[THE PROBLEM]: Scan the records for the string "butt", then copy each line that has it.

(Entries taken from a collection)
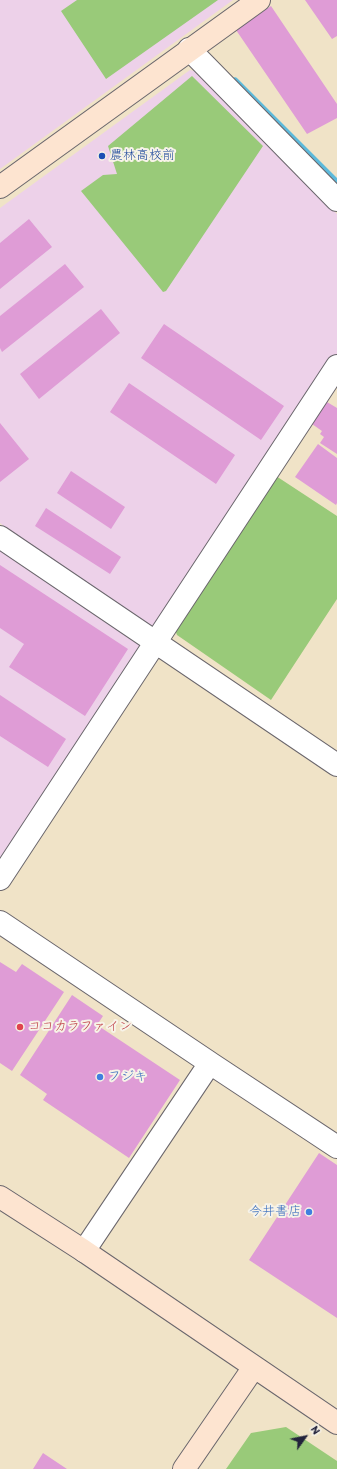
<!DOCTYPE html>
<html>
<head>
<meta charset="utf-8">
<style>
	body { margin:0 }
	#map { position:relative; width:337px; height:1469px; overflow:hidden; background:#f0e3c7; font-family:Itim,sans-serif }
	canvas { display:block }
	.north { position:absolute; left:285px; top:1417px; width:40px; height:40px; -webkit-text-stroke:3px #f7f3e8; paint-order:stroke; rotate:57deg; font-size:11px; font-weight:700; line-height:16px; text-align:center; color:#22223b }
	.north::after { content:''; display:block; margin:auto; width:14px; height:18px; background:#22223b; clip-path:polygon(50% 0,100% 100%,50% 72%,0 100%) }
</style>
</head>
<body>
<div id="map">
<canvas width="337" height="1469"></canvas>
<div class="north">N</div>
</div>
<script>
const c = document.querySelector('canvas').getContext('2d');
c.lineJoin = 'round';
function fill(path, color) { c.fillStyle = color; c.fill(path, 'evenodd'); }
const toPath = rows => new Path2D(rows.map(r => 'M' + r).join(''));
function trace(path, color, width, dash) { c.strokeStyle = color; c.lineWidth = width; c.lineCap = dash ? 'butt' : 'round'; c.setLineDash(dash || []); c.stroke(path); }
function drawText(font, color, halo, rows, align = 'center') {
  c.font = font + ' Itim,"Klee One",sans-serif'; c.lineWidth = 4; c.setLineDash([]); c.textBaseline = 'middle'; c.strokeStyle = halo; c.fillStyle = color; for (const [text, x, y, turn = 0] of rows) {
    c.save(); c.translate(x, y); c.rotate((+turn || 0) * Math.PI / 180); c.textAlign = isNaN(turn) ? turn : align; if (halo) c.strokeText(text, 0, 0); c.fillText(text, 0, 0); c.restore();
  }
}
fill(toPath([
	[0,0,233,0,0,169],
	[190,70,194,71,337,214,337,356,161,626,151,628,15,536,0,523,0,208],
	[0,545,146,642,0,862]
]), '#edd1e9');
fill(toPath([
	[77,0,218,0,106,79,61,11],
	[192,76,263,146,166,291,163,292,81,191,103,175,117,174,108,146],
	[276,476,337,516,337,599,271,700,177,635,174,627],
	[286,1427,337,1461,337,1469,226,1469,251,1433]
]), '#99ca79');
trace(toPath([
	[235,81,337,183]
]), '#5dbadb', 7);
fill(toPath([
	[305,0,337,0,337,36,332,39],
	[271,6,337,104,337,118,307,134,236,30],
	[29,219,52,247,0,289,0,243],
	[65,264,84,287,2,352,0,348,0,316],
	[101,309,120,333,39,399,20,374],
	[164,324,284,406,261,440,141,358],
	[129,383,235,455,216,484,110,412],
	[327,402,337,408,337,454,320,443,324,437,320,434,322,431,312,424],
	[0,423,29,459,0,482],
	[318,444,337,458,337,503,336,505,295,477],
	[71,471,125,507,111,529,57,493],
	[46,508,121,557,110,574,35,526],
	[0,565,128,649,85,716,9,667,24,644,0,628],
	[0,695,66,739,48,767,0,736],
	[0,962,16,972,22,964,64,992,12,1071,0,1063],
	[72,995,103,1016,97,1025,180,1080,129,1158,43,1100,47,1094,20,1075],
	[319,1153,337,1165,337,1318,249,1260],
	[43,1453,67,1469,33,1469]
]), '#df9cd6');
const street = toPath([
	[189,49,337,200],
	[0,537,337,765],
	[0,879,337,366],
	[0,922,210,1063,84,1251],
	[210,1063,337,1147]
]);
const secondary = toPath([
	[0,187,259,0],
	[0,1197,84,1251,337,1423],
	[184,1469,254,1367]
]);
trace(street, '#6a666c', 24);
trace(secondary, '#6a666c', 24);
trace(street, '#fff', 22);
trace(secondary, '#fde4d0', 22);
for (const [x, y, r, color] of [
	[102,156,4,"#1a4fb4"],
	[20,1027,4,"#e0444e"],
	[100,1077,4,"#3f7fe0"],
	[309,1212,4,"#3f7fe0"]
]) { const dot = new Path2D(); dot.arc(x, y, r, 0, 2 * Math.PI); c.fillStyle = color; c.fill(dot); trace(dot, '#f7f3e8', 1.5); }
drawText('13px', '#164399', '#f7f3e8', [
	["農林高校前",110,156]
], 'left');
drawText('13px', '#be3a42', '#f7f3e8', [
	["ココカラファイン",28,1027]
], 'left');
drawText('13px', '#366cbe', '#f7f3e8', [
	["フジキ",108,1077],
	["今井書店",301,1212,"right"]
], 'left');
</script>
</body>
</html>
* * *
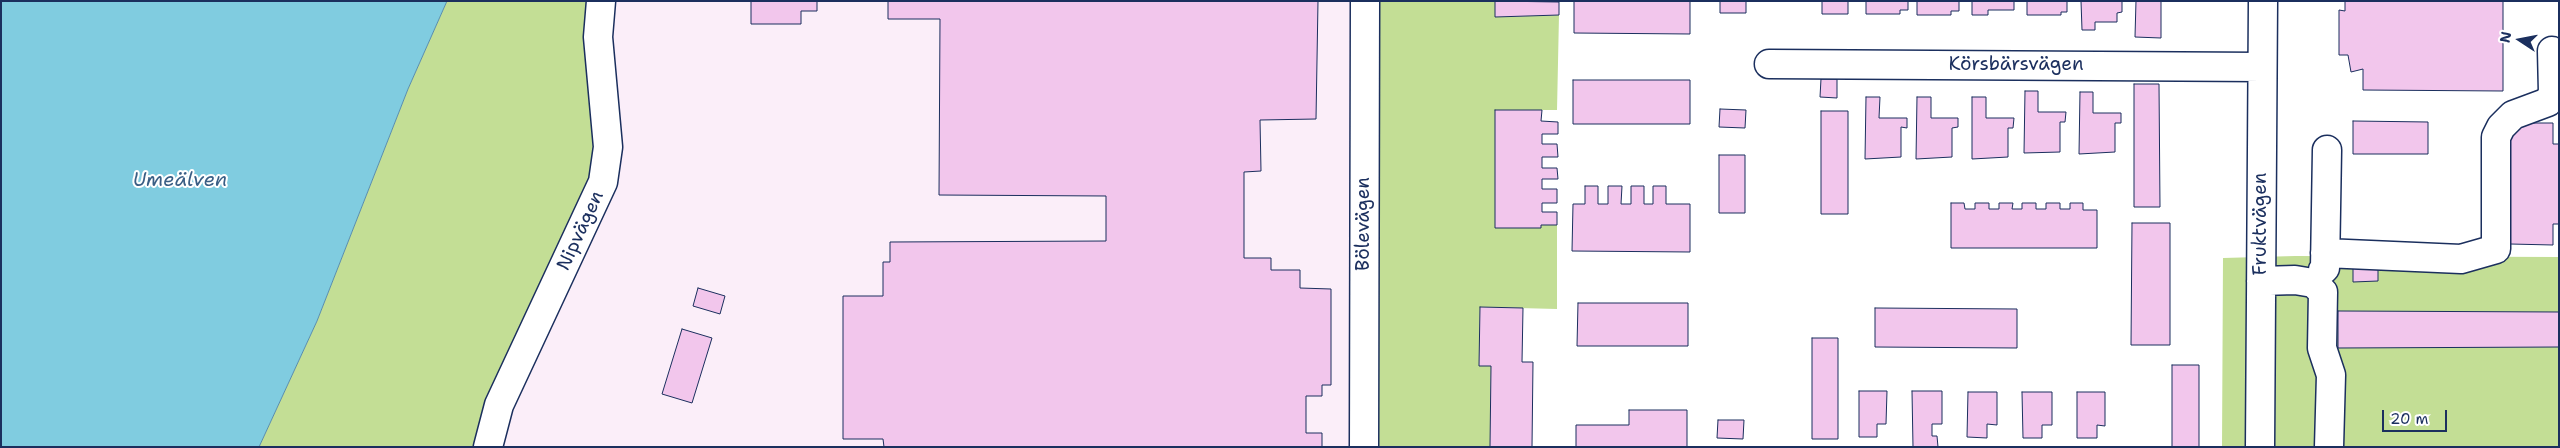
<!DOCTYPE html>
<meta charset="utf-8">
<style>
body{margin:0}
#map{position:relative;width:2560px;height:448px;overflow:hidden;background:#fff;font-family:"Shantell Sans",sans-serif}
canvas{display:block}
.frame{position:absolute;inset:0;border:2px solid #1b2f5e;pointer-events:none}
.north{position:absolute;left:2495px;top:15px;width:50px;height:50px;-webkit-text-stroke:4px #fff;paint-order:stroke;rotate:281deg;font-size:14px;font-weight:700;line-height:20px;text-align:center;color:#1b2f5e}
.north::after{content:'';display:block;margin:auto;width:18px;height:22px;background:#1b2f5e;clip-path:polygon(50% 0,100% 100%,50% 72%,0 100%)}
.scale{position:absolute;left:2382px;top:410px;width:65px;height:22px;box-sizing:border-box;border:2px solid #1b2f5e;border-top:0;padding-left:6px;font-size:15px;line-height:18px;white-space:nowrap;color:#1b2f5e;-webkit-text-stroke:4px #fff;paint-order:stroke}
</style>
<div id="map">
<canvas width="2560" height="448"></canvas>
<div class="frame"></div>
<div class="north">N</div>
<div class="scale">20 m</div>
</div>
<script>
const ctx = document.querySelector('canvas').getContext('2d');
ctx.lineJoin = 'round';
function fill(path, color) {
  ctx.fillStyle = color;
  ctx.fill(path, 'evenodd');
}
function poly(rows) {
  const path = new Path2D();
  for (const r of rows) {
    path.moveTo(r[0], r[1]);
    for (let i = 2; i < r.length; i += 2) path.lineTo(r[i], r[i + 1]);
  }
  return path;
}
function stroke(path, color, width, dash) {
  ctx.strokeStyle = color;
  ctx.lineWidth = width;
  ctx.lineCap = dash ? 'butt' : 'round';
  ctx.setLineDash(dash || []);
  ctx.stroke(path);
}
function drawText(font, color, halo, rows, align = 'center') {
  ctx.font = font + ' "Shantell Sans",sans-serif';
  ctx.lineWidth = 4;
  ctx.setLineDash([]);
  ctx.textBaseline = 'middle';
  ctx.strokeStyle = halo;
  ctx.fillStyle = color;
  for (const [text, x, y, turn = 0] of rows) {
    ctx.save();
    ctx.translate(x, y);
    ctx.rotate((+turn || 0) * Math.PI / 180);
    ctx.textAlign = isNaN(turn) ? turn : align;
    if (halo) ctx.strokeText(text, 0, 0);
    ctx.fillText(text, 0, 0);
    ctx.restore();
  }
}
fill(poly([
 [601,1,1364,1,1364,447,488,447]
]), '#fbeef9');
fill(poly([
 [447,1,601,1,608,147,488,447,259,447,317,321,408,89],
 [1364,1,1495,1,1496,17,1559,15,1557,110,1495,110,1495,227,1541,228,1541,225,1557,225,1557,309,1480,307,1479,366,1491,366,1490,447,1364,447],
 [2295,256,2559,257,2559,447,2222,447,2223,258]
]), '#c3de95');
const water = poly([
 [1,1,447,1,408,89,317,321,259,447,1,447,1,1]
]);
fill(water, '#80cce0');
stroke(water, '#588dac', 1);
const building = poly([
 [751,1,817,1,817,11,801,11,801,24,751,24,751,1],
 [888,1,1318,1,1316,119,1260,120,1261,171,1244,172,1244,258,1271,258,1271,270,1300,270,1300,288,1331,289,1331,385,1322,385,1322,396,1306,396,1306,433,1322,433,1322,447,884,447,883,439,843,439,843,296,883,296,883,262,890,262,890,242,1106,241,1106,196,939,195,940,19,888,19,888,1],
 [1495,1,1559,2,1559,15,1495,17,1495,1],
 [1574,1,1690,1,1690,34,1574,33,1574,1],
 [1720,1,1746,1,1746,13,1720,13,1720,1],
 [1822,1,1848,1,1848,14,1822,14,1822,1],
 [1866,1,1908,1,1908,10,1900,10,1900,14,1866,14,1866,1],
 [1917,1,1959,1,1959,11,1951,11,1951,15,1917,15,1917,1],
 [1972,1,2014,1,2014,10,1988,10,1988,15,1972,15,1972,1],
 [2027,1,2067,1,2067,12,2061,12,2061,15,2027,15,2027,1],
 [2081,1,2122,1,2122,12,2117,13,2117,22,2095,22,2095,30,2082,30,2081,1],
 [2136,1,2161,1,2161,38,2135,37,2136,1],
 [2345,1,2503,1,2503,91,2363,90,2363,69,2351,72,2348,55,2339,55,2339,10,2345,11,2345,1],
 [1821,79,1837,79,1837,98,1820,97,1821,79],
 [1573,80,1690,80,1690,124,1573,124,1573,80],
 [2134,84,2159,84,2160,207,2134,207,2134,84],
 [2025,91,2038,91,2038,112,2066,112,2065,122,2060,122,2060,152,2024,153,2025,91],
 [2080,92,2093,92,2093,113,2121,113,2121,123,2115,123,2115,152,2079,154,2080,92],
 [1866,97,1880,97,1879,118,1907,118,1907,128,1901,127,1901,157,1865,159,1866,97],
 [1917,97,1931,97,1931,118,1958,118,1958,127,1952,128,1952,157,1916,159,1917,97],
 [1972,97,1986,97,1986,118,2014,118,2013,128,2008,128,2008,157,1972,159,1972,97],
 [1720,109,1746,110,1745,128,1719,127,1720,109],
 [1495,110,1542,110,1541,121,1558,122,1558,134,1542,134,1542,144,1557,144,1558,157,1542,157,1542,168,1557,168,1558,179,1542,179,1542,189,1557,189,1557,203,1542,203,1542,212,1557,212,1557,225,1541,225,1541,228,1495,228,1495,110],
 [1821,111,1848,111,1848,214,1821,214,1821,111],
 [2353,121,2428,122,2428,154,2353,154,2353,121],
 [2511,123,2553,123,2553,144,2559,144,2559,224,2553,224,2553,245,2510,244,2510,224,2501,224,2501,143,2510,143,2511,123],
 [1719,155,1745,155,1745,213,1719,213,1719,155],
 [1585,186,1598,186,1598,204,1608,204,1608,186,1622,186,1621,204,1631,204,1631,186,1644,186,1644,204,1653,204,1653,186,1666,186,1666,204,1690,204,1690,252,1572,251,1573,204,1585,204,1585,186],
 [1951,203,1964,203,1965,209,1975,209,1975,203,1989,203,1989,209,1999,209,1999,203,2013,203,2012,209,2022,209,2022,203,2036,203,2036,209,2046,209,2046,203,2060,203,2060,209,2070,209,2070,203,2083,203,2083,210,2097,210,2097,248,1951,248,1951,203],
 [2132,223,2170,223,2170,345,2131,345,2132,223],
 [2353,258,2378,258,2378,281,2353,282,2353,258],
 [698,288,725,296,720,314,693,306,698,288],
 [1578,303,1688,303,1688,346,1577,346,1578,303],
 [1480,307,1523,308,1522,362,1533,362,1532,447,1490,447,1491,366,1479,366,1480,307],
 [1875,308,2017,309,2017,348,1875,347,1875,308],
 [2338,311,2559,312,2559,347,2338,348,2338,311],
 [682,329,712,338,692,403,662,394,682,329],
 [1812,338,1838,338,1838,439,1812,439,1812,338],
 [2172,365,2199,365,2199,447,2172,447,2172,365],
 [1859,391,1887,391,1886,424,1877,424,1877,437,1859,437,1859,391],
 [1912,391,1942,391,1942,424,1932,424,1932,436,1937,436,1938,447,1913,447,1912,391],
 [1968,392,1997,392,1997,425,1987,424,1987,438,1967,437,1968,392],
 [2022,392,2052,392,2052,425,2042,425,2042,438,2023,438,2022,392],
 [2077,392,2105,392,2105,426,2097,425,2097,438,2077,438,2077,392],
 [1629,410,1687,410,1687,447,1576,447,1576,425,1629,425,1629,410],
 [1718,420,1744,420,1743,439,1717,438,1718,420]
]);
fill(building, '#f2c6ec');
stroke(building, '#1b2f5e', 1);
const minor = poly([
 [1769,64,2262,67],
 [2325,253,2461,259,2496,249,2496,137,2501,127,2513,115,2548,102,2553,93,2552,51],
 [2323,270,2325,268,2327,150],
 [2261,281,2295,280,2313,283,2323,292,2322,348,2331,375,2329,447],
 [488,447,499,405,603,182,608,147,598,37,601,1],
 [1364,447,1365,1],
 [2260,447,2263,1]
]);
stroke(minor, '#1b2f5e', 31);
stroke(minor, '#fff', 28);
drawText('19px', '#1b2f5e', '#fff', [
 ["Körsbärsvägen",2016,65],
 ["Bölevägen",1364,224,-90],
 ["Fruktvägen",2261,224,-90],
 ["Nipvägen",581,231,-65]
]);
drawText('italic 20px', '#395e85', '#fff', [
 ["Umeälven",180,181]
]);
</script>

[ANSWER TO THE EXERCISE]:
function trace(path, color, width, dash) { c.strokeStyle = color; c.lineWidth = width; c.lineCap = dash ? 'butt' : 'round'; c.setLineDash(dash || []); c.stroke(path); }
  ctx.lineCap = dash ? 'butt' : 'round';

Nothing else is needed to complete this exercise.